(Exercise requirements): Which lines in the records below contain the word "serif"? Return each of them.

(Records drawn from a dataset)
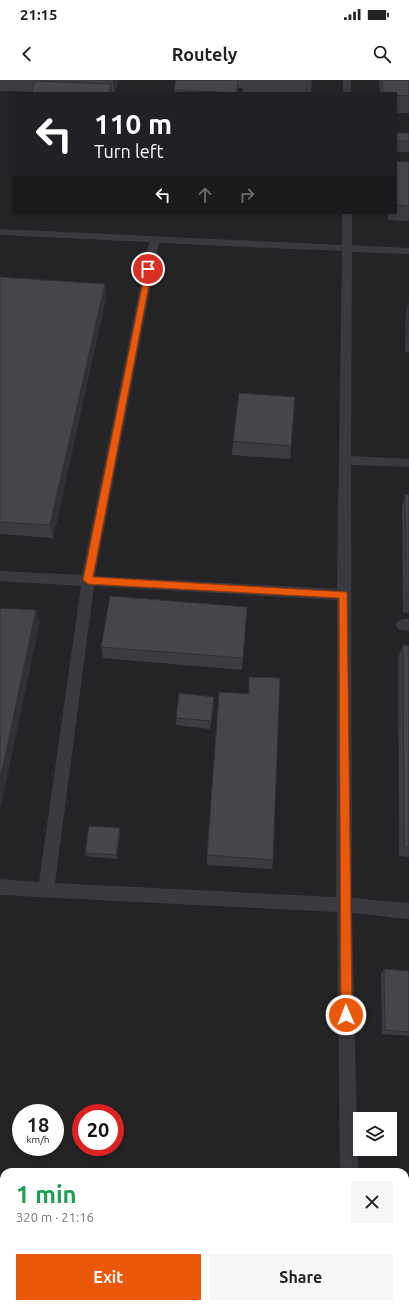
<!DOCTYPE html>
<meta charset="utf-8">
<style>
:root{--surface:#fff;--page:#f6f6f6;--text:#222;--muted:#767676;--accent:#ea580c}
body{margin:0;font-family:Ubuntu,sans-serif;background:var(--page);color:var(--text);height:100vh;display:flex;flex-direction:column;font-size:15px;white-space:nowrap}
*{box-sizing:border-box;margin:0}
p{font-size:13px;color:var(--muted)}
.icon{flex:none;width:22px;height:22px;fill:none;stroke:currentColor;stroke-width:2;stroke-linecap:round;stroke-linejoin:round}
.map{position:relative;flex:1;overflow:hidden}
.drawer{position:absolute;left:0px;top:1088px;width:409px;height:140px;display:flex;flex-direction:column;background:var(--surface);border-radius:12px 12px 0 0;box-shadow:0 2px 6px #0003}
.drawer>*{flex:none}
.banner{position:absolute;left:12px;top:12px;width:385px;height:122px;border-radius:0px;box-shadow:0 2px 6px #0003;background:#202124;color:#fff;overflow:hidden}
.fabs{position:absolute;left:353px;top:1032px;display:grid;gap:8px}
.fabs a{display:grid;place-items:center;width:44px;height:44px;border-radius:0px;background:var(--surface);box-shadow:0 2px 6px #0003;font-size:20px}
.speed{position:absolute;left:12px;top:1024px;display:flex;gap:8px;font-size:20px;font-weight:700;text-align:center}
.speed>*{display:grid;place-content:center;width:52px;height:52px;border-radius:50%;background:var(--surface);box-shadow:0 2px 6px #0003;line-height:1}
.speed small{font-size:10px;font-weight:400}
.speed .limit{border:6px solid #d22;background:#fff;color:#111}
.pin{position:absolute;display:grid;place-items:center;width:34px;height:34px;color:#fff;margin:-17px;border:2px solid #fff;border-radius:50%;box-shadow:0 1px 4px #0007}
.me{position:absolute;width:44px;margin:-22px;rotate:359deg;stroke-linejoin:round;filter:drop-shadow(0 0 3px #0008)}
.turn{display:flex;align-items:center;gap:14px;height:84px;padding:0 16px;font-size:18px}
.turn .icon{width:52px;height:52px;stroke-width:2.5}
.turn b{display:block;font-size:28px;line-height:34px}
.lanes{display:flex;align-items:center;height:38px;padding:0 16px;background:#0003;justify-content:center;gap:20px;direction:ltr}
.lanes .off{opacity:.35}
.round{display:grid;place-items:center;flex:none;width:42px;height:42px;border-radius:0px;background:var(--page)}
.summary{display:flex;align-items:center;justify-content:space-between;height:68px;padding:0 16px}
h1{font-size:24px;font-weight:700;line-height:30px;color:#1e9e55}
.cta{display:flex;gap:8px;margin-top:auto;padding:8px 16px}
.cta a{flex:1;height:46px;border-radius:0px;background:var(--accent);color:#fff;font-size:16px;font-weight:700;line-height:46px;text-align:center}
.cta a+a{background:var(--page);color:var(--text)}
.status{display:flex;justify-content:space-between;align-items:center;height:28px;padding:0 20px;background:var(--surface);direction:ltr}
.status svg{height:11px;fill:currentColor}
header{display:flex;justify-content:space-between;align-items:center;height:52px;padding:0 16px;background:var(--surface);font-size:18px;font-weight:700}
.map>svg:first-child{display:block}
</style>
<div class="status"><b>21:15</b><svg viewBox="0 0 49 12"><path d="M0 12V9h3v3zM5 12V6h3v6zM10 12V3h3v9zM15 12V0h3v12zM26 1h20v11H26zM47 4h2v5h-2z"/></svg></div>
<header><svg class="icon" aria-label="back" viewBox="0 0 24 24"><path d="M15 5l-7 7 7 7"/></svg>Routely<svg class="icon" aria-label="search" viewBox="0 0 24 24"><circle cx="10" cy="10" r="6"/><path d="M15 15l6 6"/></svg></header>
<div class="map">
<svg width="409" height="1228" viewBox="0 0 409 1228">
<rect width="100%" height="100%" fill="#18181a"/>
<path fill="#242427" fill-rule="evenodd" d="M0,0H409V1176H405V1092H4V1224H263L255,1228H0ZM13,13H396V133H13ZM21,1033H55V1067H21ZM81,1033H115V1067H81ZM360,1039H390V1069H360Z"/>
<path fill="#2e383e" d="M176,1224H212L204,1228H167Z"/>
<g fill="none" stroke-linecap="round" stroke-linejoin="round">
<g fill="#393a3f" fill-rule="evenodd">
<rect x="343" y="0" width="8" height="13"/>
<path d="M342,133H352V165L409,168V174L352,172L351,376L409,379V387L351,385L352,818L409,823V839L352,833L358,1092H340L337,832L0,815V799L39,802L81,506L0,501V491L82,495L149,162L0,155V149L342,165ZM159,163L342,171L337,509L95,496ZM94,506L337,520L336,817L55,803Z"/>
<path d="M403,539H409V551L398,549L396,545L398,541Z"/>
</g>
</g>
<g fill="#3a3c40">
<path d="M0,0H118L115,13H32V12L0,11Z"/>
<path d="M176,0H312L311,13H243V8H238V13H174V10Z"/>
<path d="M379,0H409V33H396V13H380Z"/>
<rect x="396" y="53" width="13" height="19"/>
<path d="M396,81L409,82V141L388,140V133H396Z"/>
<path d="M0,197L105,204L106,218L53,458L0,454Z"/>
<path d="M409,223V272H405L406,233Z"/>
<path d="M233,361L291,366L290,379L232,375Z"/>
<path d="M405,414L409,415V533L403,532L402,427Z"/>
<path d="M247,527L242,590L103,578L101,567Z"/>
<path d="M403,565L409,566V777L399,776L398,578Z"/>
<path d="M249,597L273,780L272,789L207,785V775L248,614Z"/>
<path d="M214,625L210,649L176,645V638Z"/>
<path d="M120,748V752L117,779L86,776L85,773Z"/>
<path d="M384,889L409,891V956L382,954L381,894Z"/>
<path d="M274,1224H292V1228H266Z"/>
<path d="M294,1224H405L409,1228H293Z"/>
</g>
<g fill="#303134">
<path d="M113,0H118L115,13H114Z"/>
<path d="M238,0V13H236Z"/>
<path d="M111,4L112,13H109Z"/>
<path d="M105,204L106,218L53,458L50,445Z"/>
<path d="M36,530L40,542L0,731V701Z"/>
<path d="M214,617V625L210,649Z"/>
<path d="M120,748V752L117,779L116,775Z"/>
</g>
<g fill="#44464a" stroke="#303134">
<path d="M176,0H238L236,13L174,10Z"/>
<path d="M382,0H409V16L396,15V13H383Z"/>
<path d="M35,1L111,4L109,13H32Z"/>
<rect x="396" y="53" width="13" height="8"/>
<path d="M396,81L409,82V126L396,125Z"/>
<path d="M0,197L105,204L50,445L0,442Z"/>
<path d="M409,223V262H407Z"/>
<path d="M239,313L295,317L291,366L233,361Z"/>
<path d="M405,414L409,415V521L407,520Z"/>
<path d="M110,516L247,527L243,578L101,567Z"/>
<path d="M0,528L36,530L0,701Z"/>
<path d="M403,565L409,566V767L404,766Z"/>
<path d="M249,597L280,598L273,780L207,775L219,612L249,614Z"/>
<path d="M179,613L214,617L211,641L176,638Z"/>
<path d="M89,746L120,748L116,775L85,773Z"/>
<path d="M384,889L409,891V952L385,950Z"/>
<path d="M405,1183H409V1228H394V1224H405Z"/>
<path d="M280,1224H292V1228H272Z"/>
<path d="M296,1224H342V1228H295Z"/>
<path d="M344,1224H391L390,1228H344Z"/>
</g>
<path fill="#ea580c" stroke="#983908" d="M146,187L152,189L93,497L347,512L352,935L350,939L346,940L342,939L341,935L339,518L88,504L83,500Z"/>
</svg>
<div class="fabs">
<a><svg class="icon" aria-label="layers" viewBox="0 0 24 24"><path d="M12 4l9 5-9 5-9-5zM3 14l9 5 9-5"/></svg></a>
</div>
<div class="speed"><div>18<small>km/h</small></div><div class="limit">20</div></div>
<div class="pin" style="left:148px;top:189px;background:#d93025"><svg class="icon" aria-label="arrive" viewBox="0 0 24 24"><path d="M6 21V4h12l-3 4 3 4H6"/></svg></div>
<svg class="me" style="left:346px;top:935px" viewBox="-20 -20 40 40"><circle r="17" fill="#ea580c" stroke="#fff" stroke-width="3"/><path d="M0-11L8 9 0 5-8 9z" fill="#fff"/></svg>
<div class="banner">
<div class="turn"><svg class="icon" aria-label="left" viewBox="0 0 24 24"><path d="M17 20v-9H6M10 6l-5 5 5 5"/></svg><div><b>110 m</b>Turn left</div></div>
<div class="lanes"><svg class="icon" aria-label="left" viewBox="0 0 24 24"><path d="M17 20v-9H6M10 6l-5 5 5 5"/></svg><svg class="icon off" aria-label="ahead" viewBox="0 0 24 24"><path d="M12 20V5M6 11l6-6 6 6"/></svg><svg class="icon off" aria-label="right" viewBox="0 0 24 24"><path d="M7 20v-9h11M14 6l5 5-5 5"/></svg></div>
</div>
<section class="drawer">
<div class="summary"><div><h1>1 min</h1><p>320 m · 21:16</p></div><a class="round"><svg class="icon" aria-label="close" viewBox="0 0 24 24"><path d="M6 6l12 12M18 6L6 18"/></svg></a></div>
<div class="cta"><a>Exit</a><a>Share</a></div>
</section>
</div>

...

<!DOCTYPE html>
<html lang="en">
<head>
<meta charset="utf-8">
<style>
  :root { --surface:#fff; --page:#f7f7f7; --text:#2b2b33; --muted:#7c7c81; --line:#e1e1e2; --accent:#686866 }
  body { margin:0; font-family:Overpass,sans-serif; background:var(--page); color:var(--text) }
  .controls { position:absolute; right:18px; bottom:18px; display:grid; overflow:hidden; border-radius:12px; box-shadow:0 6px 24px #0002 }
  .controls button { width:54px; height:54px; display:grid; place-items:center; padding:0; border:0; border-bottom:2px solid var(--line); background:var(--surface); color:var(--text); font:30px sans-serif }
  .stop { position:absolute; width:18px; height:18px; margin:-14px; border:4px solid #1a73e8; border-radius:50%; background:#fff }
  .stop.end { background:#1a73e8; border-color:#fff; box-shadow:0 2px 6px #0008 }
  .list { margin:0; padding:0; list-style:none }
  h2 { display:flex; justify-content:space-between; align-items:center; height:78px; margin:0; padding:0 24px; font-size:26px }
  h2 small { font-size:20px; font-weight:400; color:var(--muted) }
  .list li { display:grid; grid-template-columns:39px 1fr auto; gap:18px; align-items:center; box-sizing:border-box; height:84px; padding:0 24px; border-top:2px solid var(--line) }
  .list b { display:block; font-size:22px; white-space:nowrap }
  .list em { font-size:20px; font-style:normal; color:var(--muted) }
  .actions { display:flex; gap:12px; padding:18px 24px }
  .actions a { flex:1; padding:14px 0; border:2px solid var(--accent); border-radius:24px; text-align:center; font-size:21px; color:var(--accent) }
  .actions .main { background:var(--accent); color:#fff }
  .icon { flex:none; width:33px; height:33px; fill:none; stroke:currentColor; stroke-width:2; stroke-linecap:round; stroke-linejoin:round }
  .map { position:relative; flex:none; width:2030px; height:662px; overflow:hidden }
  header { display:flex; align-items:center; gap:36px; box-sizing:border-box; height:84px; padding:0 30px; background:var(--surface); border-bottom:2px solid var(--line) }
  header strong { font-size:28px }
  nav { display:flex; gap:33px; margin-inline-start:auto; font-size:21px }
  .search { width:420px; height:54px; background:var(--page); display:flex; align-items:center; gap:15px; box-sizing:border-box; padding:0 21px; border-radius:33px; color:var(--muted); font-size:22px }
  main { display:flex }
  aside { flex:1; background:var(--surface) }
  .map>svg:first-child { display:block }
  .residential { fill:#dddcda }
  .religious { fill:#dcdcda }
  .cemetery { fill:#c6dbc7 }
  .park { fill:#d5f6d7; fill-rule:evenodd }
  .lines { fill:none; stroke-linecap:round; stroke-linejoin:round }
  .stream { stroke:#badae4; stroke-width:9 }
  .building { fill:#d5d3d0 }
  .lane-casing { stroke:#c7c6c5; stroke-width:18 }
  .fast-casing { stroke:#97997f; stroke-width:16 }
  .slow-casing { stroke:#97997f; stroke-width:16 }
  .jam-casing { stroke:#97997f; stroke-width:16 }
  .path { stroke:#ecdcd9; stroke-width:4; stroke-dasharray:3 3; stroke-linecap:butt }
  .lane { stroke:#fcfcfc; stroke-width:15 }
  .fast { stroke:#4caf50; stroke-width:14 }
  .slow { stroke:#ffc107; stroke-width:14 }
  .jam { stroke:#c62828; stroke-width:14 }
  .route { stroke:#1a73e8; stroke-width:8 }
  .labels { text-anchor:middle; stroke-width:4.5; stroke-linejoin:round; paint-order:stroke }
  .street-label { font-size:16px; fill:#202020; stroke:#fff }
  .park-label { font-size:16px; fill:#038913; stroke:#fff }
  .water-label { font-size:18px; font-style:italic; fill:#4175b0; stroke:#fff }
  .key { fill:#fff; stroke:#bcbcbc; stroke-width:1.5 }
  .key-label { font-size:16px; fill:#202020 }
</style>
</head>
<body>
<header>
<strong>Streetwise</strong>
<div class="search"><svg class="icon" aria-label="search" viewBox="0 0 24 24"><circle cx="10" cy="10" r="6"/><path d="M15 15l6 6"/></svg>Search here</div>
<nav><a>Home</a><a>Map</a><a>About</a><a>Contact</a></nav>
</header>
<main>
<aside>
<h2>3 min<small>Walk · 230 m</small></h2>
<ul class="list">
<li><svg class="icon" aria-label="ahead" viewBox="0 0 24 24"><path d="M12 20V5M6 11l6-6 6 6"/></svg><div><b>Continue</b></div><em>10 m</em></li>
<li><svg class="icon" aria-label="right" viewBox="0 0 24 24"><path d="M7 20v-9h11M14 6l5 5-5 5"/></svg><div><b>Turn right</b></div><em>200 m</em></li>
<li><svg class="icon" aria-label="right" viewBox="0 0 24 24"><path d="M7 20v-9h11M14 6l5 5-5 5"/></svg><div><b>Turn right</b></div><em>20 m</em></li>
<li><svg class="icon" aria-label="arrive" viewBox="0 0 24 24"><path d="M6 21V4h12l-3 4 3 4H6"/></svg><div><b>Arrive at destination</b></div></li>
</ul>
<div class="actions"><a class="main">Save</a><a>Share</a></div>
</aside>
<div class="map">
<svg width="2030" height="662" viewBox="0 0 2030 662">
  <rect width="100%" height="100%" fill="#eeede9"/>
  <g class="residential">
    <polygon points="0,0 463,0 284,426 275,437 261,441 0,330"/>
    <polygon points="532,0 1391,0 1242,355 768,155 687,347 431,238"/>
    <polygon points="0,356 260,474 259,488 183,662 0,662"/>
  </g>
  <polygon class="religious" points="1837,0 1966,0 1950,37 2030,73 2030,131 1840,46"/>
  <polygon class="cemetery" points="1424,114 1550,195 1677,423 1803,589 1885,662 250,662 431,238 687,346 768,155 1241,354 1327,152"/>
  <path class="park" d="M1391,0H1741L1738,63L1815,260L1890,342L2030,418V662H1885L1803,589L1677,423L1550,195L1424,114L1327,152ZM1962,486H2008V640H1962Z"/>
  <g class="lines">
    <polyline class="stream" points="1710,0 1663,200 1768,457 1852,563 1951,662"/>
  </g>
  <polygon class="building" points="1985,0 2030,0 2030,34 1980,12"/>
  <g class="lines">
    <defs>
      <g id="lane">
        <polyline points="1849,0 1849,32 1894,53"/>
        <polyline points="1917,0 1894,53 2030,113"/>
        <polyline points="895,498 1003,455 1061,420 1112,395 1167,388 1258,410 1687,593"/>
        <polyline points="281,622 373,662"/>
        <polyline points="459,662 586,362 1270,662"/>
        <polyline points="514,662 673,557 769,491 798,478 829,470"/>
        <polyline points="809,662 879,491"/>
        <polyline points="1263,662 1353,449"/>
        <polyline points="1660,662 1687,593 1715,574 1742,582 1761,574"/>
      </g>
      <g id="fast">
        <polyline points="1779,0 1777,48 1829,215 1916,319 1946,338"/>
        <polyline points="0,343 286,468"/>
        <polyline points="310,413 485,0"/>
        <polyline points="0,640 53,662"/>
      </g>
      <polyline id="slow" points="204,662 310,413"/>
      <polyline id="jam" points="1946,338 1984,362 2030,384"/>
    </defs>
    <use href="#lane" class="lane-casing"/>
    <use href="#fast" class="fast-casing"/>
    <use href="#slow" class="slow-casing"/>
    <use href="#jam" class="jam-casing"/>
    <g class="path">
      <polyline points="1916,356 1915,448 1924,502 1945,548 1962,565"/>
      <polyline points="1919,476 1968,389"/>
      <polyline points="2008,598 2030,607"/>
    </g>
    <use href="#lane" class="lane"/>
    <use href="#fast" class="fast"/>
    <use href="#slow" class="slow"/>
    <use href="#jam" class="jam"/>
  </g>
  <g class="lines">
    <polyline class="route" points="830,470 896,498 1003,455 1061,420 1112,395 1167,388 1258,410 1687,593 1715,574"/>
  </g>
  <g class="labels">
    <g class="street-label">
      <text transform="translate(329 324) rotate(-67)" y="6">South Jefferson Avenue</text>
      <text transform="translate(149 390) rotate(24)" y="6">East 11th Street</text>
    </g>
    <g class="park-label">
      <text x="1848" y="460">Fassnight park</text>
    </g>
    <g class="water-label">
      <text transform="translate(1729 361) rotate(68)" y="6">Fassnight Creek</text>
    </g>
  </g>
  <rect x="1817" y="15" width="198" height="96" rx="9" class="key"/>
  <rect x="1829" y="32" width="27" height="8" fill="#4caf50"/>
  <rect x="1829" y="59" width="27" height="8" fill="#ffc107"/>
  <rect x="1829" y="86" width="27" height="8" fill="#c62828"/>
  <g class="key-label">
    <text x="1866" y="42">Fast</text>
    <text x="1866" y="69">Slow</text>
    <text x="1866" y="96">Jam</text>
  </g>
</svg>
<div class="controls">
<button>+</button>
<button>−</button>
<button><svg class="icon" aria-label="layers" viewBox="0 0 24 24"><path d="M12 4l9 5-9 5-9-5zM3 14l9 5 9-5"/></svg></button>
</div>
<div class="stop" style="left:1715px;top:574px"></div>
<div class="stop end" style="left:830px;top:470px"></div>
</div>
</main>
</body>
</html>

(Exercise result):
body{margin:0;font-family:Ubuntu,sans-serif;background:var(--page);color:var(--text);height:100vh;display:flex;flex-direction:column;font-size:15px;white-space:nowrap}
  body { margin:0; font-family:Overpass,sans-serif; background:var(--page); color:var(--text) }
  .controls button { width:54px; height:54px; display:grid; place-items:center; padding:0; border:0; border-bottom:2px solid var(--line); background:var(--surface); color:var(--text); font:30px sans-serif }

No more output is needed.